Recorded data
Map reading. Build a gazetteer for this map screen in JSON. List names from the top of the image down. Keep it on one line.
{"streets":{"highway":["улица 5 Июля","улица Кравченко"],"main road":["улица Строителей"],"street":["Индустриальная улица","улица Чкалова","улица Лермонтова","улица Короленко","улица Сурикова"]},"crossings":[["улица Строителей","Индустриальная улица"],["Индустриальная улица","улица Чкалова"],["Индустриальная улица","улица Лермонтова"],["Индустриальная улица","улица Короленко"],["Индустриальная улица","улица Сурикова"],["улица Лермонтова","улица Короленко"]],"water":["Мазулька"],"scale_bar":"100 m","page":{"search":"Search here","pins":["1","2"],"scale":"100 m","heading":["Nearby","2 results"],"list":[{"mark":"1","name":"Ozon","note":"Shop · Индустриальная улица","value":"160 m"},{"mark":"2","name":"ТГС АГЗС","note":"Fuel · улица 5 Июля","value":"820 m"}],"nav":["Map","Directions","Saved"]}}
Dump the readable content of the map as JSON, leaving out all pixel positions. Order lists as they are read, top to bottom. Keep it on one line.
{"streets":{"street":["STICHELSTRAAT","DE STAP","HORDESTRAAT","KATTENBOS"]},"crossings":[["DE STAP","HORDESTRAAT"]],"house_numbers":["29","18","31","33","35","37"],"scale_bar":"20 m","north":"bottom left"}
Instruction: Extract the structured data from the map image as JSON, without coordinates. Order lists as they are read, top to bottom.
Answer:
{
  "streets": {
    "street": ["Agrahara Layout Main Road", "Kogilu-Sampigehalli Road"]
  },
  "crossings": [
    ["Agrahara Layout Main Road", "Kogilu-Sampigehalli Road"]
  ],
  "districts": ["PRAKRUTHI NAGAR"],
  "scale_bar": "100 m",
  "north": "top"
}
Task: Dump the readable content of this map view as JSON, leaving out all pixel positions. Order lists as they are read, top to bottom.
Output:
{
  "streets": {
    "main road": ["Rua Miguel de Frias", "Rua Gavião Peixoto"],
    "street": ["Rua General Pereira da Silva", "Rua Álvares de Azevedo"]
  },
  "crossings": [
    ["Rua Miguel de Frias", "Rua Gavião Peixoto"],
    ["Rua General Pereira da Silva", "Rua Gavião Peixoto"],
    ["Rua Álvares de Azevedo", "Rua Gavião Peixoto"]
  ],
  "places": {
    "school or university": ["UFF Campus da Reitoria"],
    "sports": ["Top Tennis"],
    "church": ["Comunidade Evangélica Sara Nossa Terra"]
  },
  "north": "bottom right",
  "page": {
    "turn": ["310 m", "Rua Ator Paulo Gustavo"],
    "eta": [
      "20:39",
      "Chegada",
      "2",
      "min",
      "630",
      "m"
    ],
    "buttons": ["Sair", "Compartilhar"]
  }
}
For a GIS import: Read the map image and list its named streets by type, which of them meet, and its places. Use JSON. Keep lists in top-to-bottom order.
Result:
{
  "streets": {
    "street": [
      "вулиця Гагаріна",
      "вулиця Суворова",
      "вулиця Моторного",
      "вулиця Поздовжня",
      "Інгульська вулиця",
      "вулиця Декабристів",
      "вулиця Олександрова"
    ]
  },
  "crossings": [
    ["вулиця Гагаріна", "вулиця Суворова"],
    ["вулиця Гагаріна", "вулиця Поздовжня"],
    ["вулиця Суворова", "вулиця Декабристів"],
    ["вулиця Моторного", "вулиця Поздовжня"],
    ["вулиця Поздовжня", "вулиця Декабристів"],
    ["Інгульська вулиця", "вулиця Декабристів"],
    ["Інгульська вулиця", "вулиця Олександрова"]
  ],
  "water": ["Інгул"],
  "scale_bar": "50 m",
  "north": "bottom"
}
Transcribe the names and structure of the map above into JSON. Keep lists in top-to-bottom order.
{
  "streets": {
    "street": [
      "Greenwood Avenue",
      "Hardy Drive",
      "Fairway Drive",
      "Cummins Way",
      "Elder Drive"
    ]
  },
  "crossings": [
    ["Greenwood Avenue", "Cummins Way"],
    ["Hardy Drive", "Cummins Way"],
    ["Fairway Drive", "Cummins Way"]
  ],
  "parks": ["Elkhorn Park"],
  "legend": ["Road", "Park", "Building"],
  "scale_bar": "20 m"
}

What you need to do: Make an exact copy of all the entries above.

Problem solution:
Map reading. Build a gazetteer for this map screen in JSON. List names from the top of the image down. Keep it on one line.
{"streets":{"highway":["улица 5 Июля","улица Кравченко"],"main road":["улица Строителей"],"street":["Индустриальная улица","улица Чкалова","улица Лермонтова","улица Короленко","улица Сурикова"]},"crossings":[["улица Строителей","Индустриальная улица"],["Индустриальная улица","улица Чкалова"],["Индустриальная улица","улица Лермонтова"],["Индустриальная улица","улица Короленко"],["Индустриальная улица","улица Сурикова"],["улица Лермонтова","улица Короленко"]],"water":["Мазулька"],"scale_bar":"100 m","page":{"search":"Search here","pins":["1","2"],"scale":"100 m","heading":["Nearby","2 results"],"list":[{"mark":"1","name":"Ozon","note":"Shop · Индустриальная улица","value":"160 m"},{"mark":"2","name":"ТГС АГЗС","note":"Fuel · улица 5 Июля","value":"820 m"}],"nav":["Map","Directions","Saved"]}}
Dump the readable content of the map as JSON, leaving out all pixel positions. Order lists as they are read, top to bottom. Keep it on one line.
{"streets":{"street":["STICHELSTRAAT","DE STAP","HORDESTRAAT","KATTENBOS"]},"crossings":[["DE STAP","HORDESTRAAT"]],"house_numbers":["29","18","31","33","35","37"],"scale_bar":"20 m","north":"bottom left"}
Instruction: Extract the structured data from the map image as JSON, without coordinates. Order lists as they are read, top to bottom.
Answer:
{
  "streets": {
    "street": ["Agrahara Layout Main Road", "Kogilu-Sampigehalli Road"]
  },
  "crossings": [
    ["Agrahara Layout Main Road", "Kogilu-Sampigehalli Road"]
  ],
  "districts": ["PRAKRUTHI NAGAR"],
  "scale_bar": "100 m",
  "north": "top"
}
Task: Dump the readable content of this map view as JSON, leaving out all pixel positions. Order lists as they are read, top to bottom.
Output:
{
  "streets": {
    "main road": ["Rua Miguel de Frias", "Rua Gavião Peixoto"],
    "street": ["Rua General Pereira da Silva", "Rua Álvares de Azevedo"]
  },
  "crossings": [
    ["Rua Miguel de Frias", "Rua Gavião Peixoto"],
    ["Rua General Pereira da Silva", "Rua Gavião Peixoto"],
    ["Rua Álvares de Azevedo", "Rua Gavião Peixoto"]
  ],
  "places": {
    "school or university": ["UFF Campus da Reitoria"],
    "sports": ["Top Tennis"],
    "church": ["Comunidade Evangélica Sara Nossa Terra"]
  },
  "north": "bottom right",
  "page": {
    "turn": ["310 m", "Rua Ator Paulo Gustavo"],
    "eta": [
      "20:39",
      "Chegada",
      "2",
      "min",
      "630",
      "m"
    ],
    "buttons": ["Sair", "Compartilhar"]
  }
}
For a GIS import: Read the map image and list its named streets by type, which of them meet, and its places. Use JSON. Keep lists in top-to-bottom order.
Result:
{
  "streets": {
    "street": [
      "вулиця Гагаріна",
      "вулиця Суворова",
      "вулиця Моторного",
      "вулиця Поздовжня",
      "Інгульська вулиця",
      "вулиця Декабристів",
      "вулиця Олександрова"
    ]
  },
  "crossings": [
    ["вулиця Гагаріна", "вулиця Суворова"],
    ["вулиця Гагаріна", "вулиця Поздовжня"],
    ["вулиця Суворова", "вулиця Декабристів"],
    ["вулиця Моторного", "вулиця Поздовжня"],
    ["вулиця Поздовжня", "вулиця Декабристів"],
    ["Інгульська вулиця", "вулиця Декабристів"],
    ["Інгульська вулиця", "вулиця Олександрова"]
  ],
  "water": ["Інгул"],
  "scale_bar": "50 m",
  "north": "bottom"
}
Transcribe the names and structure of the map above into JSON. Keep lists in top-to-bottom order.
{
  "streets": {
    "street": [
      "Greenwood Avenue",
      "Hardy Drive",
      "Fairway Drive",
      "Cummins Way",
      "Elder Drive"
    ]
  },
  "crossings": [
    ["Greenwood Avenue", "Cummins Way"],
    ["Hardy Drive", "Cummins Way"],
    ["Fairway Drive", "Cummins Way"]
  ],
  "parks": ["Elkhorn Park"],
  "legend": ["Road", "Park", "Building"],
  "scale_bar": "20 m"
}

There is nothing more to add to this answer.